Directions: Could you say how many lines below contain the word "Skyler"? Give the number with no other text.

%%

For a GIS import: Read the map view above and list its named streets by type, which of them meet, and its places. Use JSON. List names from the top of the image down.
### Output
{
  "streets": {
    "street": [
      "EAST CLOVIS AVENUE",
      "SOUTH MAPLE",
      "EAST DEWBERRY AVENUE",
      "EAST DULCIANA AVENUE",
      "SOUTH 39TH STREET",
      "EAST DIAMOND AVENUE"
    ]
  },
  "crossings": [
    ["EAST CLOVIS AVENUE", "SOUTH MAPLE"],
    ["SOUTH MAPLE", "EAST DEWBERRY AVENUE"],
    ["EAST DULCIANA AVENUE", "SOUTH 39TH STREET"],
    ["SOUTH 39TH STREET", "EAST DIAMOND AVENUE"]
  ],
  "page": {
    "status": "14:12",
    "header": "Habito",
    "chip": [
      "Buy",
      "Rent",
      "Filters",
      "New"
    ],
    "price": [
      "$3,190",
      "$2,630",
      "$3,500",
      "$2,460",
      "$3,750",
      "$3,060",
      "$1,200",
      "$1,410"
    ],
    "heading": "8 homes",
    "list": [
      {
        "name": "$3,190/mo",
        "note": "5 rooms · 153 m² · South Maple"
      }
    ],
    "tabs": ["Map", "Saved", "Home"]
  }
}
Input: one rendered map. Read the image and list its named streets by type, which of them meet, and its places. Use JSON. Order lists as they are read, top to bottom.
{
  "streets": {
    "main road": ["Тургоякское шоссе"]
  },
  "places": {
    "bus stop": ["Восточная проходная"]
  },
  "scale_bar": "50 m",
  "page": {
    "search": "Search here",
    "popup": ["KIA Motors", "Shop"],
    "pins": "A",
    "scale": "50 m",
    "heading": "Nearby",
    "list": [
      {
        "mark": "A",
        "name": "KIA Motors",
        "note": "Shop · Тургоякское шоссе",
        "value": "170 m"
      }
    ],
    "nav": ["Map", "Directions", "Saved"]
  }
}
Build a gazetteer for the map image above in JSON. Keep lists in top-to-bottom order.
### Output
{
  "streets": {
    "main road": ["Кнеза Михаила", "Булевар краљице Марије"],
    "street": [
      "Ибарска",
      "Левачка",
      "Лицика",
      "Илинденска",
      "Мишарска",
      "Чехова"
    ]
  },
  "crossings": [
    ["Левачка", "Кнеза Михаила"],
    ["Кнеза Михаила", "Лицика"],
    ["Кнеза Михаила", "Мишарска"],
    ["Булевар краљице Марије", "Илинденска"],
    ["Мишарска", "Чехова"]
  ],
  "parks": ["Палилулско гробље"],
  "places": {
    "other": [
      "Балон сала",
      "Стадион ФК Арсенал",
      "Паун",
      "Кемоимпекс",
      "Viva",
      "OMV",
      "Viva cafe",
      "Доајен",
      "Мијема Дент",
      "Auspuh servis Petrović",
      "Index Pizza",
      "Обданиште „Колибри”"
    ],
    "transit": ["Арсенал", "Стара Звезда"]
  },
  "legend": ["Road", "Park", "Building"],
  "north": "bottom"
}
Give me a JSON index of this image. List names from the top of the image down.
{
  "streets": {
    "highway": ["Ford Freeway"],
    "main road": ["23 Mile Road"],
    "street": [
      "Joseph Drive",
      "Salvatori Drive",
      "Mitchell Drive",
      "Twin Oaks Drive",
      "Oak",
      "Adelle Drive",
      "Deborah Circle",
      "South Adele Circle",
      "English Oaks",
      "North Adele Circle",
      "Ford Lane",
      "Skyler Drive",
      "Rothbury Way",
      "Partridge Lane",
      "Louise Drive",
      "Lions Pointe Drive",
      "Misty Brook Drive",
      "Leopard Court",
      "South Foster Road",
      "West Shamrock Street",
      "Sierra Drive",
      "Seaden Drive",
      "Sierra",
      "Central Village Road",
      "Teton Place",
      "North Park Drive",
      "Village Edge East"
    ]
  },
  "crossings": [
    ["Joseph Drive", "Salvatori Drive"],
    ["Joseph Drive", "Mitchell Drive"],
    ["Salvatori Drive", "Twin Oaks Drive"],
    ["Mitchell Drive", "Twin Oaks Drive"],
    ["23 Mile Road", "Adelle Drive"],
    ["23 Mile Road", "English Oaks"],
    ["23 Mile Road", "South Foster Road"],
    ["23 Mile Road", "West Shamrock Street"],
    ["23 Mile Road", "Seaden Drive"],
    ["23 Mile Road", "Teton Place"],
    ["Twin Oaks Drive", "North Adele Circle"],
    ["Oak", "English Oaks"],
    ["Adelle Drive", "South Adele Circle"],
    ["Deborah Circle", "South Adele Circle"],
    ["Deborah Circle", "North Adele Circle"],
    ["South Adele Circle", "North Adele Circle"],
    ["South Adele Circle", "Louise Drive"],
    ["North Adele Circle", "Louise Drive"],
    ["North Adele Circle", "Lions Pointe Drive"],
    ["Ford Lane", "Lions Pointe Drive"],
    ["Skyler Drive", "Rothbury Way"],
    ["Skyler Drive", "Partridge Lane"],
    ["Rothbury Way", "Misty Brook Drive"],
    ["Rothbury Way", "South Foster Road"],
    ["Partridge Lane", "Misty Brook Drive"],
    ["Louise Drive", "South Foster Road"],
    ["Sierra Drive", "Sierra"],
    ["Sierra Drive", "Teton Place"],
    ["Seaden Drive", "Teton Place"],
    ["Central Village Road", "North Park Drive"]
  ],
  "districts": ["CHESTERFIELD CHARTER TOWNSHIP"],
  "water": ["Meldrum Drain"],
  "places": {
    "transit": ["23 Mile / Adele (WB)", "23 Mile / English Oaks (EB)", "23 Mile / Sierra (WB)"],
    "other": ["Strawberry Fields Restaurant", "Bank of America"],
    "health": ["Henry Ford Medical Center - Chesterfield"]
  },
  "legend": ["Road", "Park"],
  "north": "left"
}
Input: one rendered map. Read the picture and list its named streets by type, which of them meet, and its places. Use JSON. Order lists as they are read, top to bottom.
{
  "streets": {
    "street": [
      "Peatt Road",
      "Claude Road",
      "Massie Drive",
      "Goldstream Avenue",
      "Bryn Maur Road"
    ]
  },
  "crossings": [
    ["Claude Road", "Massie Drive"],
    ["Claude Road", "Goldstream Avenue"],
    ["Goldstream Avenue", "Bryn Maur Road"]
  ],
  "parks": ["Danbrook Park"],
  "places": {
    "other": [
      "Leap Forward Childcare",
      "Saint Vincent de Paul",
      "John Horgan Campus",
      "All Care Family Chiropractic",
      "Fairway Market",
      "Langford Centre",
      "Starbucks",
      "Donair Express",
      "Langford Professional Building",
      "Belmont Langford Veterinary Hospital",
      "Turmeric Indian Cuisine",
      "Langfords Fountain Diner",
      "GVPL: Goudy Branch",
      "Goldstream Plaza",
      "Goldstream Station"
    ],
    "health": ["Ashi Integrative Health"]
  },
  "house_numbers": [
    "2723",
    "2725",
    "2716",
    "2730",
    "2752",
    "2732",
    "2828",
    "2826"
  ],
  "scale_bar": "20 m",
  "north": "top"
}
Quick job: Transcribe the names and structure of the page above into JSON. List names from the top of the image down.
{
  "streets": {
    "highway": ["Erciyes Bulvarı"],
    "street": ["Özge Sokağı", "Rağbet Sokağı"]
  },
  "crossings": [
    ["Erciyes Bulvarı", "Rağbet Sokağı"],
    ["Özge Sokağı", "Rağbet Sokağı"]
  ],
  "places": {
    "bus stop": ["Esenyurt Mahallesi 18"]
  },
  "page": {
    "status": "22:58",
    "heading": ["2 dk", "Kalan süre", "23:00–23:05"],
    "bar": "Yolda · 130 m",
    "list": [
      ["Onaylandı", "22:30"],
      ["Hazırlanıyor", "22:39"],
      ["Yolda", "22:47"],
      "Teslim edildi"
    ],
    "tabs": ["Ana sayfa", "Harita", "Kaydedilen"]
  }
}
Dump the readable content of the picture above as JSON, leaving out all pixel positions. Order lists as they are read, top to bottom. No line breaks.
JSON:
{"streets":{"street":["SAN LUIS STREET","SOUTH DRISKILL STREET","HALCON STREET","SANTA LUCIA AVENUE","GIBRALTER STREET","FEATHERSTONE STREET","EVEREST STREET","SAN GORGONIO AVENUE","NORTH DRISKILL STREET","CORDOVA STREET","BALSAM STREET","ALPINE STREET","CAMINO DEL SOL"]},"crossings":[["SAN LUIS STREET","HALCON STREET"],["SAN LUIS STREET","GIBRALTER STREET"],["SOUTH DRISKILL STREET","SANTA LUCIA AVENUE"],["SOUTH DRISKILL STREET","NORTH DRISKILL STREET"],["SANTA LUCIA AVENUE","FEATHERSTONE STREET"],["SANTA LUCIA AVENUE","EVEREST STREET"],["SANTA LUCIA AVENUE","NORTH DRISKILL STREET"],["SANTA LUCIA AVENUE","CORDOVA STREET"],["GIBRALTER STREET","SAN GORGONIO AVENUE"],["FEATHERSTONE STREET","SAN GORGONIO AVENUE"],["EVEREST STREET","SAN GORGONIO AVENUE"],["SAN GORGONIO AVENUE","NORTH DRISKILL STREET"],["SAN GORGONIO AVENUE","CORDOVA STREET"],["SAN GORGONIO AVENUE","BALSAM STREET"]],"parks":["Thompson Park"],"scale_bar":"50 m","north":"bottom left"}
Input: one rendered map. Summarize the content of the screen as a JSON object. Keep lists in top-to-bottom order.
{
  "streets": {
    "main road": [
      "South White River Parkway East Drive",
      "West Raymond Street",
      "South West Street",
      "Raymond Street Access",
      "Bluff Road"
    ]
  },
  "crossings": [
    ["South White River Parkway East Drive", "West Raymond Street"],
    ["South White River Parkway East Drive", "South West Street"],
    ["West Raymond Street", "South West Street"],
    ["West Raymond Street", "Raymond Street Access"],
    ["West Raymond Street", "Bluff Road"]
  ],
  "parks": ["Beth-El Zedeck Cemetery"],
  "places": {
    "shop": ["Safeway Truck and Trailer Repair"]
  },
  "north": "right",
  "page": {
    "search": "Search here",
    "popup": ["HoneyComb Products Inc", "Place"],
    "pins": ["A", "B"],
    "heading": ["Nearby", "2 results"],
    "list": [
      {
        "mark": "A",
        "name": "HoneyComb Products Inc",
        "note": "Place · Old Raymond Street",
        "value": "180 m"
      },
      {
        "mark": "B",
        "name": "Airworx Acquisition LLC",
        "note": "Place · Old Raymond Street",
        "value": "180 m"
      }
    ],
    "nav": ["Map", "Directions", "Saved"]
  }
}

%%

Answer section: 3